◆ **About this task**:
From the line that contains "Parse the map" down to the last line of the data below, transcribe every line exactly.

[Collected data entries]
########

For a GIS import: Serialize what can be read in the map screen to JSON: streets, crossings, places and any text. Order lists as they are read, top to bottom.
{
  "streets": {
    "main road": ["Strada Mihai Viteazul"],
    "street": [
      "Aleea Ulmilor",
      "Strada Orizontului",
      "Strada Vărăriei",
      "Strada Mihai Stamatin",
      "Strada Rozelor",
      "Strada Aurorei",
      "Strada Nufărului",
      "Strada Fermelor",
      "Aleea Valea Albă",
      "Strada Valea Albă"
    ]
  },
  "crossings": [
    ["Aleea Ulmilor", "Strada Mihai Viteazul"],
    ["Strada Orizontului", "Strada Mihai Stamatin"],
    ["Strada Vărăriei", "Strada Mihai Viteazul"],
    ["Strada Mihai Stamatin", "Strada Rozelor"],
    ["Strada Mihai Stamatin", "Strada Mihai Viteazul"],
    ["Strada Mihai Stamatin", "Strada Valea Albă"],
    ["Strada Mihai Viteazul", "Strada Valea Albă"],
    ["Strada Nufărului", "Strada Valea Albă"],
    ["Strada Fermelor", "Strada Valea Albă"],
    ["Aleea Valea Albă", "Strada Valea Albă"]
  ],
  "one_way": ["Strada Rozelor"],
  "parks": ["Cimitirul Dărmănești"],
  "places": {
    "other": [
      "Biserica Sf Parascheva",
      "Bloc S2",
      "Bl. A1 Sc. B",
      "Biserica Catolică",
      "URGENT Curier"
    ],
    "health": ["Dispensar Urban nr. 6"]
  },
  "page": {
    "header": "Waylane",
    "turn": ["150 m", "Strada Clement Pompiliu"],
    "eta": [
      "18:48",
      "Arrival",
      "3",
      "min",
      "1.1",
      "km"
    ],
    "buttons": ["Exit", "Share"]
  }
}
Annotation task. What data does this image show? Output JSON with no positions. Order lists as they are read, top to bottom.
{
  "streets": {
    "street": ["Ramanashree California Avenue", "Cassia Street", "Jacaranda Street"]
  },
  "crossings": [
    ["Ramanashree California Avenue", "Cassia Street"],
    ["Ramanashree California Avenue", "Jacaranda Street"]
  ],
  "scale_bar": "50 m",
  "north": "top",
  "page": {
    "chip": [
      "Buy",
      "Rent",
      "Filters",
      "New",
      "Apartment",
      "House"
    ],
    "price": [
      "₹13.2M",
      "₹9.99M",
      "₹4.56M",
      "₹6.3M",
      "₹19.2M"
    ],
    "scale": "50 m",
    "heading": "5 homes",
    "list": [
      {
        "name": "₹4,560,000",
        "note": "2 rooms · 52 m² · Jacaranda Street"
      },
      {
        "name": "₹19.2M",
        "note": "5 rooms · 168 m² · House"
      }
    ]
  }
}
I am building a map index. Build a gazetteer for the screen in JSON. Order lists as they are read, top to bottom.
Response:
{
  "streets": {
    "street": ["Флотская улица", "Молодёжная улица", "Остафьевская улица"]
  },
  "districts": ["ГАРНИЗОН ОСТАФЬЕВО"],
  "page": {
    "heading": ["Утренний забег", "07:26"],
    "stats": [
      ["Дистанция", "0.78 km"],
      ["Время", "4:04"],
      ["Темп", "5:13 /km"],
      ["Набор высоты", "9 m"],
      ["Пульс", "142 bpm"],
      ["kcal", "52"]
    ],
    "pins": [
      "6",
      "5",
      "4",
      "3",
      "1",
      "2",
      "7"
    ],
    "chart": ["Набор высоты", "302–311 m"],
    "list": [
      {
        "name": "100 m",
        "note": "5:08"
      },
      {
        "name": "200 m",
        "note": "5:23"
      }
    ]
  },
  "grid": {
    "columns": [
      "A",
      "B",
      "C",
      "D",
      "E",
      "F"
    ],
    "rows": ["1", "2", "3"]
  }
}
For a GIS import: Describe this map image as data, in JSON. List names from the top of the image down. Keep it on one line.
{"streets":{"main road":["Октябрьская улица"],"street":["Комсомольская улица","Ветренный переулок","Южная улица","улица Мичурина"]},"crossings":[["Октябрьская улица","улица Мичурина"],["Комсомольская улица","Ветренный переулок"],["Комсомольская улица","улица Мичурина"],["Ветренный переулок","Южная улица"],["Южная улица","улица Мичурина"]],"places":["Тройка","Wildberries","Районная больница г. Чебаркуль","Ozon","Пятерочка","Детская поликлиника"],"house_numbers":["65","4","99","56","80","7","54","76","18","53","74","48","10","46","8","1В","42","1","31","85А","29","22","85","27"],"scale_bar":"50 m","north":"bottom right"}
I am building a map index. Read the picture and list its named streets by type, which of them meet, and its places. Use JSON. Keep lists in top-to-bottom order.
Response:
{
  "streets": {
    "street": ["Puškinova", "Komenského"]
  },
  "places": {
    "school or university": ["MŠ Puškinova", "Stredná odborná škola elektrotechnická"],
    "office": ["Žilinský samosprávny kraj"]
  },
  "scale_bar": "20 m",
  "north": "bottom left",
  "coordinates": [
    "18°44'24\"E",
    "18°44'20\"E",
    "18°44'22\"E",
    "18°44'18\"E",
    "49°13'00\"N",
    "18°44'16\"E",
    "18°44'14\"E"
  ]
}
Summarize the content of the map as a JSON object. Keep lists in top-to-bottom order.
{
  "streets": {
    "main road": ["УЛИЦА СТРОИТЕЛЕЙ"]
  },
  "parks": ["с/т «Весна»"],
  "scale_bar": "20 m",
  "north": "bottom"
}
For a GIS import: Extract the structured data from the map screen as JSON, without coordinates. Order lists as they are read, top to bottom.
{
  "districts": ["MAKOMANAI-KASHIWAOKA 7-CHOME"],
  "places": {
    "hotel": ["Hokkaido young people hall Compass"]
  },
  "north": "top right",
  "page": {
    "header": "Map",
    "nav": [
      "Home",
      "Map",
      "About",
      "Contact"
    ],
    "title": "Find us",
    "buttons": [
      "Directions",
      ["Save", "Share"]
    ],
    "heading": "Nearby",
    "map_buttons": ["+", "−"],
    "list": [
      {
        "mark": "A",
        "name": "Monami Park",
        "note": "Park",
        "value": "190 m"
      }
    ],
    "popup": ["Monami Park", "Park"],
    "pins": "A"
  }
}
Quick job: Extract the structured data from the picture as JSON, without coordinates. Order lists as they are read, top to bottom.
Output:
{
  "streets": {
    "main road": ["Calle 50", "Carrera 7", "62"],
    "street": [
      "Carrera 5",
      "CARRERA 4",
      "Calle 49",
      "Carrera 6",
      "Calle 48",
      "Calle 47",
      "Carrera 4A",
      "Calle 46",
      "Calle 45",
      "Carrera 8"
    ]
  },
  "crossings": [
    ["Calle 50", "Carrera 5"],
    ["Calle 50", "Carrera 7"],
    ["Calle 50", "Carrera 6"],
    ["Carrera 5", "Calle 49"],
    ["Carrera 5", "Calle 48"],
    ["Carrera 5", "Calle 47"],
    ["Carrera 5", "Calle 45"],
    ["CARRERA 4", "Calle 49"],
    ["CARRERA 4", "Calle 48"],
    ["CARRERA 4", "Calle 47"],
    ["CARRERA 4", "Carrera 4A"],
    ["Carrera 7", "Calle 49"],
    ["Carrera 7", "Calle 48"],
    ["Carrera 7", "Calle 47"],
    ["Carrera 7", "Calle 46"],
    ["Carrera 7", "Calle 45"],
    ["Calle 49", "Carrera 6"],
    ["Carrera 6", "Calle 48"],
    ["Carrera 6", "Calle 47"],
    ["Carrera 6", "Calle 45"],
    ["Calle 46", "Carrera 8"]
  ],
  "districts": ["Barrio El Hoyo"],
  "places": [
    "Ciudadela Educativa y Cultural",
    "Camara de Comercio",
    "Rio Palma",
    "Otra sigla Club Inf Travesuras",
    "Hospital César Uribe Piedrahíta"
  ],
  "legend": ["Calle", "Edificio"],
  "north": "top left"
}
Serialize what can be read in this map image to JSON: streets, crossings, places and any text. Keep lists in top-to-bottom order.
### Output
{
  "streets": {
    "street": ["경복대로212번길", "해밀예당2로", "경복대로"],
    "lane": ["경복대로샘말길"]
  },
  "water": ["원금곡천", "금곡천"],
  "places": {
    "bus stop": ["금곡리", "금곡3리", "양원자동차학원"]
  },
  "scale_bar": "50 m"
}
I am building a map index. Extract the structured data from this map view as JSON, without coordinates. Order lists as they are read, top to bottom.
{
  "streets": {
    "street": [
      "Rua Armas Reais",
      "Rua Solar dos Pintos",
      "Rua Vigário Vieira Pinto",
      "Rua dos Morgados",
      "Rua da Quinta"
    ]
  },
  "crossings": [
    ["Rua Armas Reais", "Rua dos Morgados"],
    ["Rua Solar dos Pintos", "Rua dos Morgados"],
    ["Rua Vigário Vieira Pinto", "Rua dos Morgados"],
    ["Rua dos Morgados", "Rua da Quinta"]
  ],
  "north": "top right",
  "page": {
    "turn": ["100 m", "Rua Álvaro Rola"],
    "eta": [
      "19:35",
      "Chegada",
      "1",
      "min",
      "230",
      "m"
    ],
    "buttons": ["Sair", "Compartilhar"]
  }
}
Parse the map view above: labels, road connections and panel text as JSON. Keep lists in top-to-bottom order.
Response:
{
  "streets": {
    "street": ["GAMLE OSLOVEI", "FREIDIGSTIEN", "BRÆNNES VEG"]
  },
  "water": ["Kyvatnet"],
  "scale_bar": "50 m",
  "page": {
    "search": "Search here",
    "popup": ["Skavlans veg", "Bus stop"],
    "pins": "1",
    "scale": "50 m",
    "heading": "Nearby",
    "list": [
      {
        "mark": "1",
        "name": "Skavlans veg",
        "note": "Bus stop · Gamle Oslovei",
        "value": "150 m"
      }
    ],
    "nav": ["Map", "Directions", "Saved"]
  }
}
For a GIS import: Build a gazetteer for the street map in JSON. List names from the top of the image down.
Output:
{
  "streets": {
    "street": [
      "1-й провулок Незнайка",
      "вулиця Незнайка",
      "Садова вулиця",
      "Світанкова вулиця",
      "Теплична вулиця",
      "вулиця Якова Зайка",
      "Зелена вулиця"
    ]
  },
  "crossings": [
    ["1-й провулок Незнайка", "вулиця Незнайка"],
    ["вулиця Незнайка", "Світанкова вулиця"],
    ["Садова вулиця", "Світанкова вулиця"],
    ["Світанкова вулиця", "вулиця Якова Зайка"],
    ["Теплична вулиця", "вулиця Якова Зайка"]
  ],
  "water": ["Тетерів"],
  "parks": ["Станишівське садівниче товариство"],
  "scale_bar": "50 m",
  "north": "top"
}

########

◆ **Answer**:
Parse the map view above: labels, road connections and panel text as JSON. Keep lists in top-to-bottom order.
Response:
{
  "streets": {
    "street": ["GAMLE OSLOVEI", "FREIDIGSTIEN", "BRÆNNES VEG"]
  },
  "water": ["Kyvatnet"],
  "scale_bar": "50 m",
  "page": {
    "search": "Search here",
    "popup": ["Skavlans veg", "Bus stop"],
    "pins": "1",
    "scale": "50 m",
    "heading": "Nearby",
    "list": [
      {
        "mark": "1",
        "name": "Skavlans veg",
        "note": "Bus stop · Gamle Oslovei",
        "value": "150 m"
      }
    ],
    "nav": ["Map", "Directions", "Saved"]
  }
}
For a GIS import: Build a gazetteer for the street map in JSON. List names from the top of the image down.
Output:
{
  "streets": {
    "street": [
      "1-й провулок Незнайка",
      "вулиця Незнайка",
      "Садова вулиця",
      "Світанкова вулиця",
      "Теплична вулиця",
      "вулиця Якова Зайка",
      "Зелена вулиця"
    ]
  },
  "crossings": [
    ["1-й провулок Незнайка", "вулиця Незнайка"],
    ["вулиця Незнайка", "Світанкова вулиця"],
    ["Садова вулиця", "Світанкова вулиця"],
    ["Світанкова вулиця", "вулиця Якова Зайка"],
    ["Теплична вулиця", "вулиця Якова Зайка"]
  ],
  "water": ["Тетерів"],
  "parks": ["Станишівське садівниче товариство"],
  "scale_bar": "50 m",
  "north": "top"
}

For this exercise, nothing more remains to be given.